#### What to work on
Filter the material below down to the lines with the word "names" and give those lines.

#### Exercise materials
=== Section Start ===
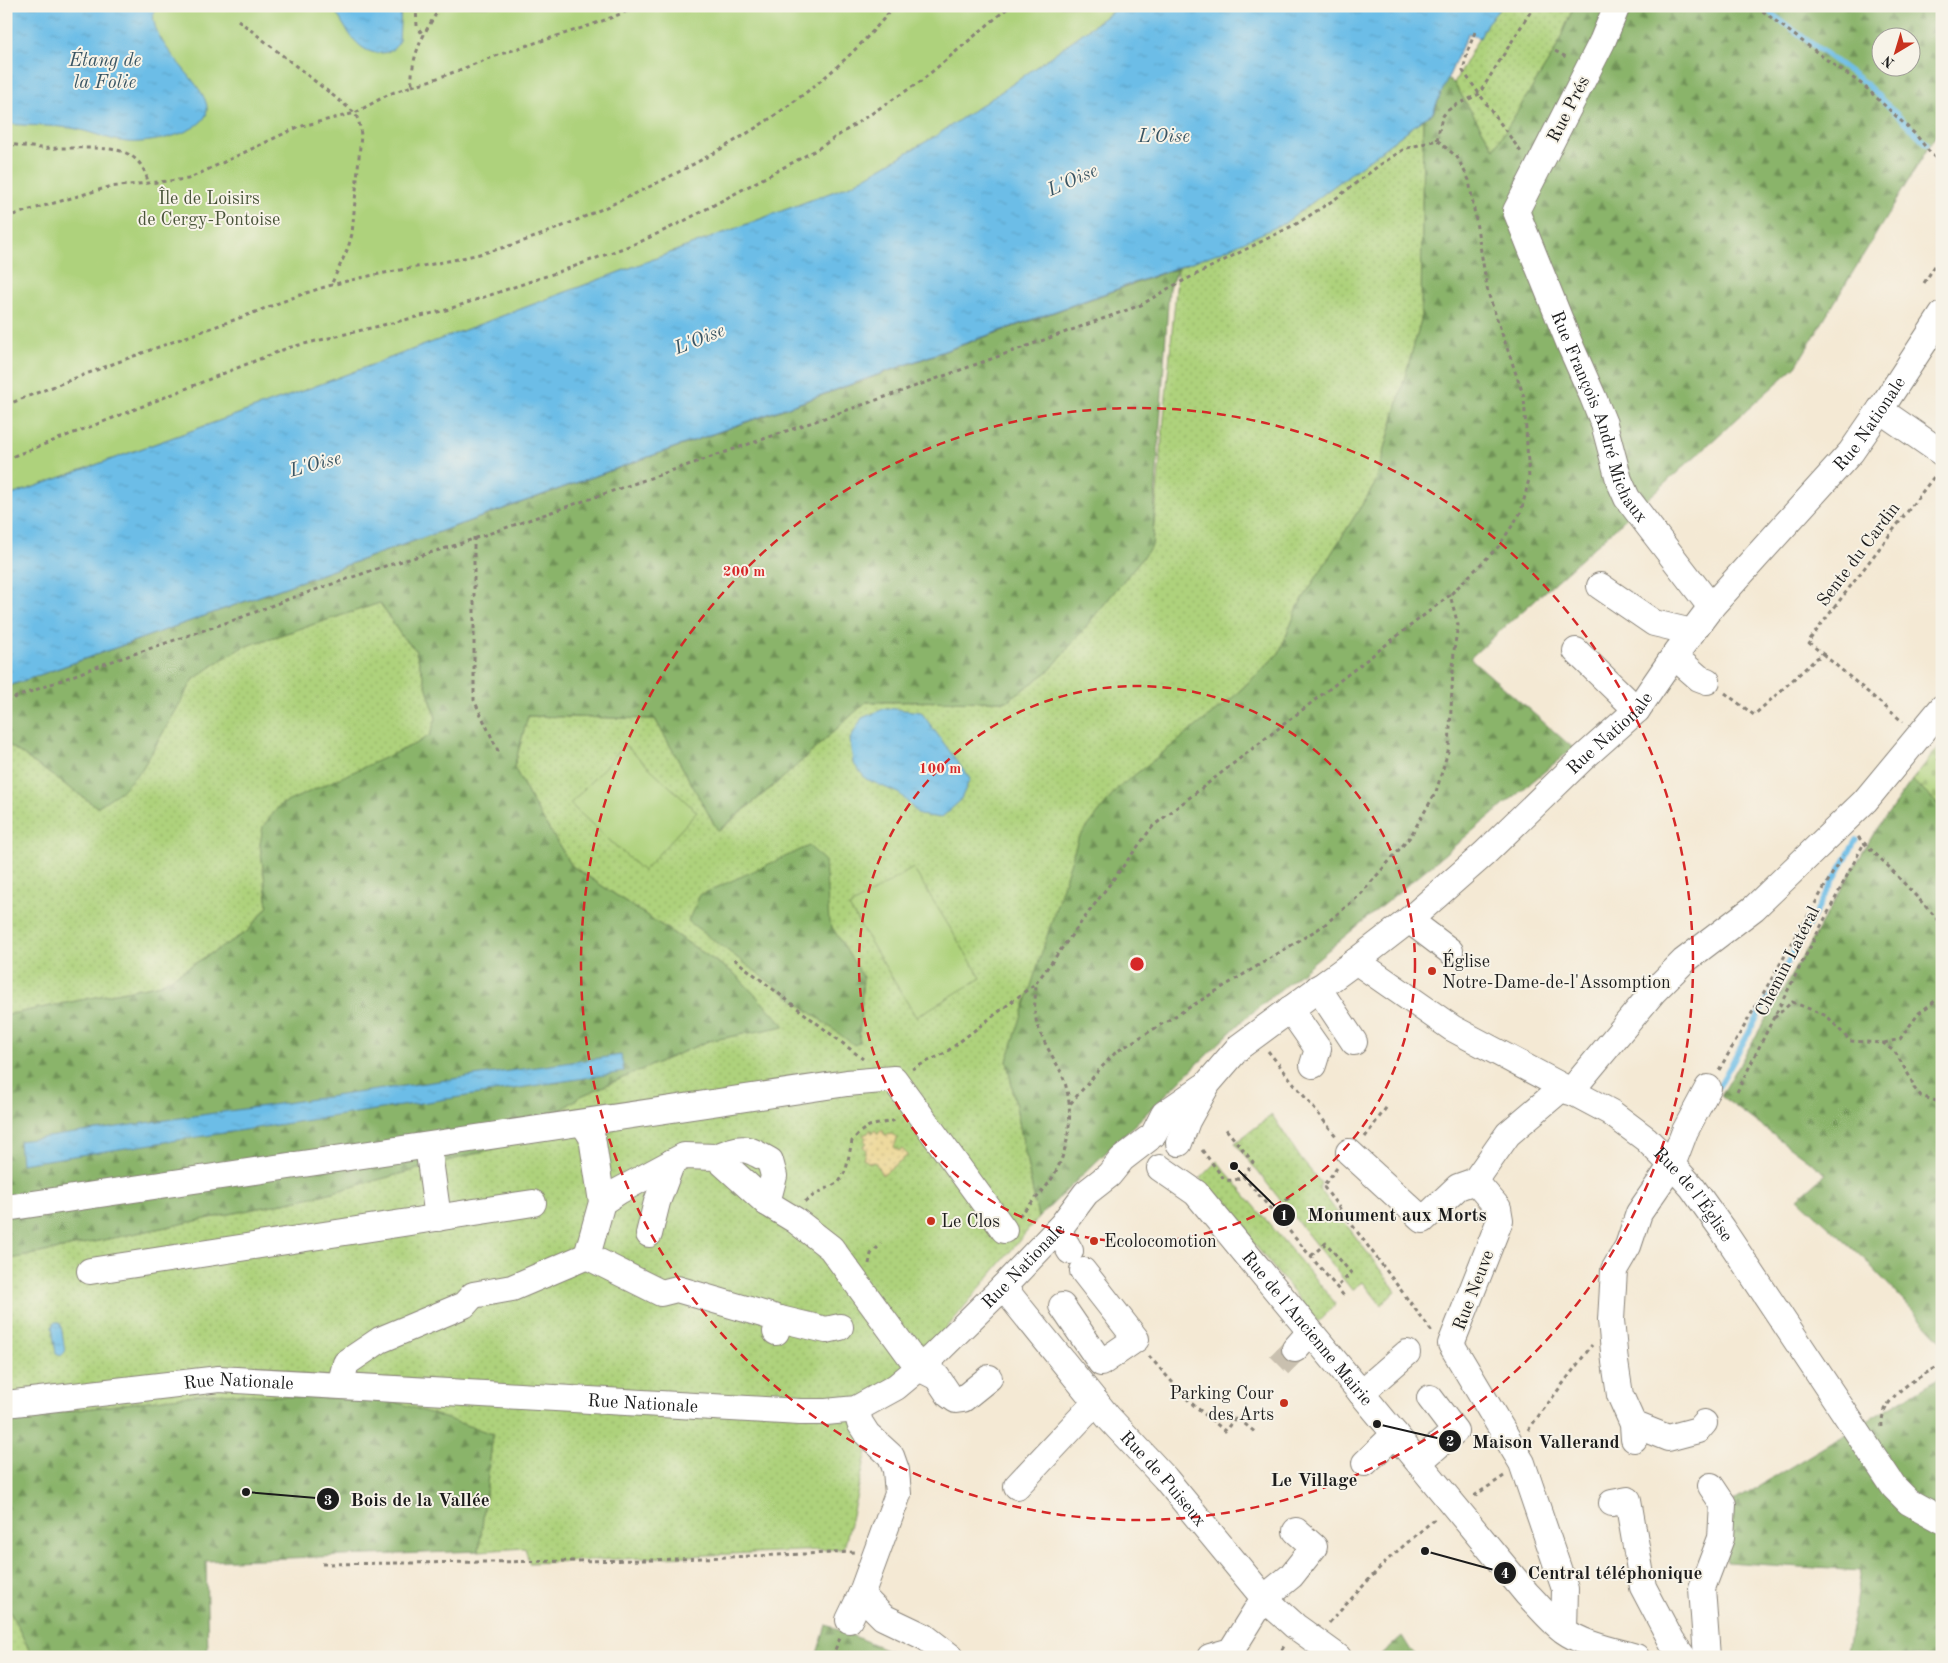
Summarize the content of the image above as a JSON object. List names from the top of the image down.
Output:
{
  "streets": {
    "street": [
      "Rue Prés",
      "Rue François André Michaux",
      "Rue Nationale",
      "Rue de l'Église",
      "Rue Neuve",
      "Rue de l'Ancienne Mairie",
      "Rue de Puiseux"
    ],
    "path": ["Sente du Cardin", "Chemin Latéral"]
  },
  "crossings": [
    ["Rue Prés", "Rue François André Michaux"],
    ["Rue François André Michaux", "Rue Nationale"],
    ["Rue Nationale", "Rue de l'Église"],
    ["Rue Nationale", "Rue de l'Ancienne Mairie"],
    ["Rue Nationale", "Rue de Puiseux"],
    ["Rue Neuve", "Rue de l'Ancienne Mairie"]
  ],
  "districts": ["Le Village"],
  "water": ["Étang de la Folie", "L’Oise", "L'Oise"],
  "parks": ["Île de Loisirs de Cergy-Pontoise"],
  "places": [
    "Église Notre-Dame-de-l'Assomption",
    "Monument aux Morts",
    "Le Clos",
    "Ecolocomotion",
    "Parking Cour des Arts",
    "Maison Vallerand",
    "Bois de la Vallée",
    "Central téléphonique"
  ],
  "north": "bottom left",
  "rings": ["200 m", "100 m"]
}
=== Section End ===
=== Section Start ===
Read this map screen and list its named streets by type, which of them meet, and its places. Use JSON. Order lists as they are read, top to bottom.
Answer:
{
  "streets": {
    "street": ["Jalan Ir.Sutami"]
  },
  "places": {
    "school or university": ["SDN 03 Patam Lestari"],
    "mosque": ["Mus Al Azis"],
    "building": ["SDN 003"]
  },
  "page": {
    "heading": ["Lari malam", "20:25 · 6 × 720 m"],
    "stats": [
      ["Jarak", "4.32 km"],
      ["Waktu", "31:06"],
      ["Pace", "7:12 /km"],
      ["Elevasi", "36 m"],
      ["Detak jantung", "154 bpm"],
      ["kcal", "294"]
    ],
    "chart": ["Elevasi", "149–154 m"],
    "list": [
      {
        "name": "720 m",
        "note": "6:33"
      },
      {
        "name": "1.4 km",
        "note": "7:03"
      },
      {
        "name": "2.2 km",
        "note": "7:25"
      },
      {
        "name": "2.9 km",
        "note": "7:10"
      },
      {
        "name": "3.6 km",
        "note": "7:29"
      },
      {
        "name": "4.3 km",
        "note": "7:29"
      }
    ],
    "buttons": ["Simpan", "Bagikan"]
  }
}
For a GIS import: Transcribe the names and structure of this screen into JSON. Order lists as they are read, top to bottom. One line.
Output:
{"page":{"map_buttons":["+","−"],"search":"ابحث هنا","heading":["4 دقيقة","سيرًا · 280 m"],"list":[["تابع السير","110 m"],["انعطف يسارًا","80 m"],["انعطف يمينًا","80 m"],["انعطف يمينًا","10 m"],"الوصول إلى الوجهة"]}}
=== Section End ===
#### Answer to this problem
Summarize the content of the image above as a JSON object. List names from the top of the image down.
For a GIS import: Transcribe the names and structure of this screen into JSON. Order lists as they are read, top to bottom. One line.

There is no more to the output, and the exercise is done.